_PROVIDED RECORDS_.
════════════════════

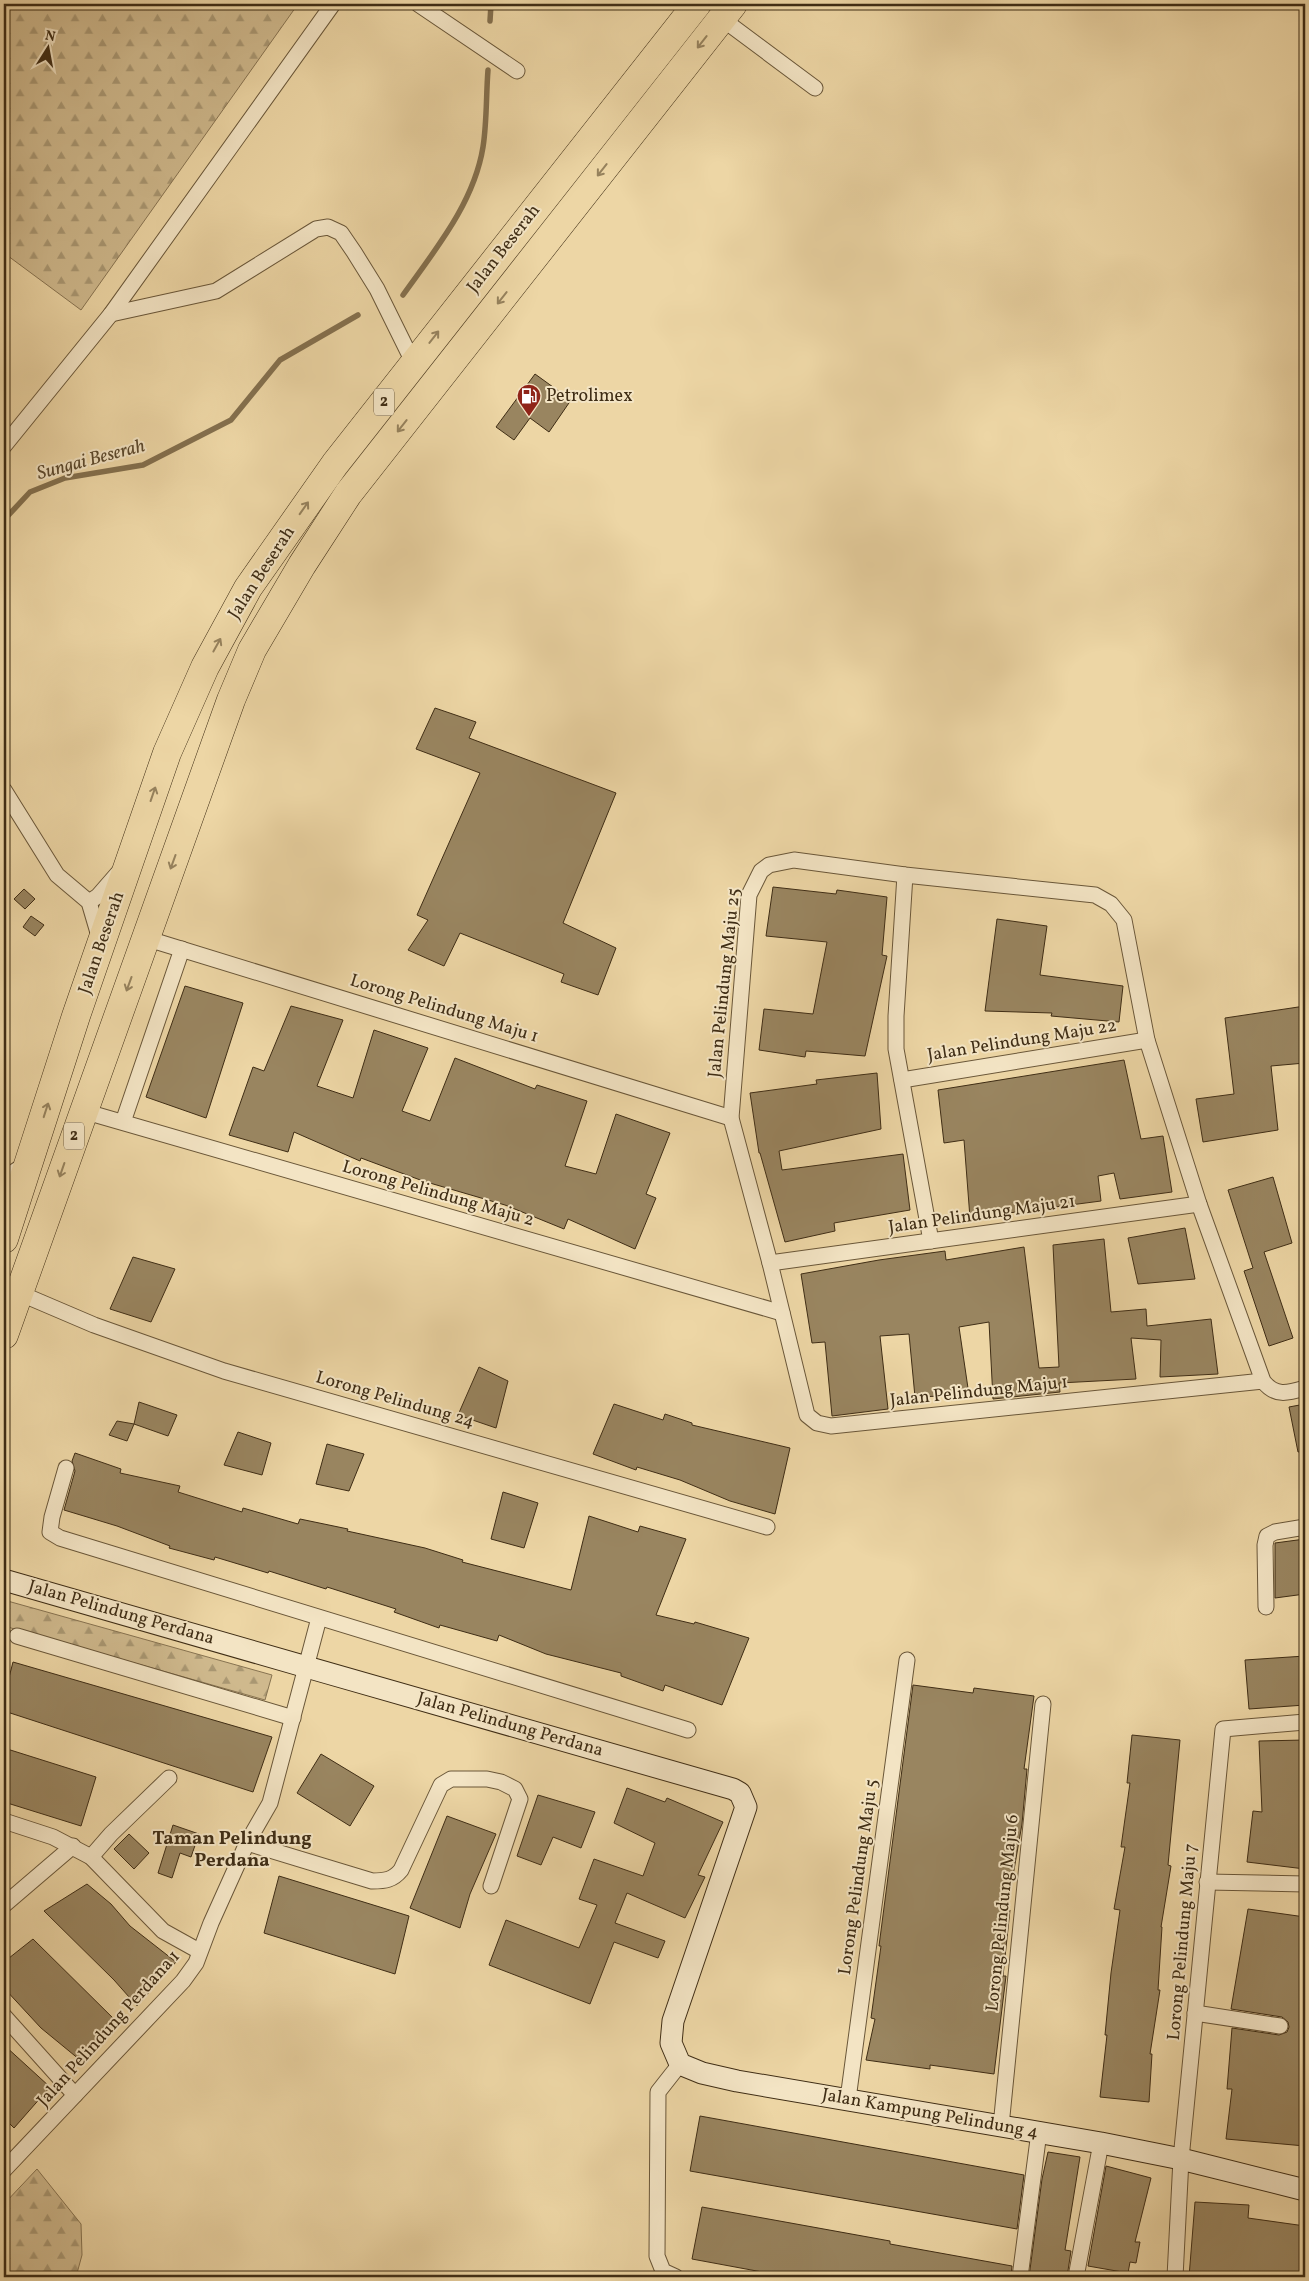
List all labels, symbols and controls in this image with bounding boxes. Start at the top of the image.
north arrow [22,22,72,72]
text: N [43,26,57,47]
one-way arrow [697,35,708,48]
one-way arrow [597,163,608,176]
street label: Jalan Beserah [461,199,547,299]
one-way arrow [497,291,507,305]
one-way arrow [429,331,440,344]
fuel station icon: Petrolimex [516,383,542,417]
place label: Petrolimex [546,384,633,409]
road number: 2 [374,388,394,416]
one-way arrow [397,419,407,433]
water label: Sungai Beserah [34,433,148,487]
one-way arrow [299,501,309,515]
street label: Jalan Beserah [222,521,302,625]
one-way arrow [212,638,222,653]
one-way arrow [149,787,158,803]
one-way arrow [168,854,177,869]
street label: Jalan Pelindung Maju 25 [703,887,747,1079]
street label: Jalan Beserah [73,888,131,998]
street label: Lorong Pelindung Maju 1 [347,968,541,1050]
one-way arrow [124,975,133,991]
street label: Jalan Pelindung Maju 22 [925,1014,1119,1068]
one-way arrow [42,1102,52,1118]
road number: 2 [64,1122,84,1150]
street label: Lorong Pelindung Maju 2 [339,1155,537,1233]
one-way arrow [57,1161,66,1177]
street label: Jalan Pelindung Maju 21 [887,1189,1077,1241]
street label: Lorong Pelindung 24 [313,1365,477,1435]
street label: Jalan Pelindung Maju 1 [889,1370,1069,1414]
street label: Jalan Pelindung Perdana [25,1574,217,1652]
street label: Jalan Pelindung Perdana [414,1686,606,1764]
street label: Lorong Pelindung Maju 5 [833,1777,885,1977]
street label: Lorong Pelindung Maju 6 [980,1813,1026,2013]
district label: Taman Pelindung Perdana [152,1826,312,1874]
street label: Lorong Pelindung Maju 7 [1162,1842,1204,2042]
street label: Jalan Pelindung Perdana 1 [32,1945,186,2113]
street label: Jalan Kampung Pelindung 4 [820,2083,1040,2145]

════════════════════

_TASK BRIEF_.
What is the number of lines in the records that contain "Perdana"? State that number alone.

_FINAL ANSWER_.
4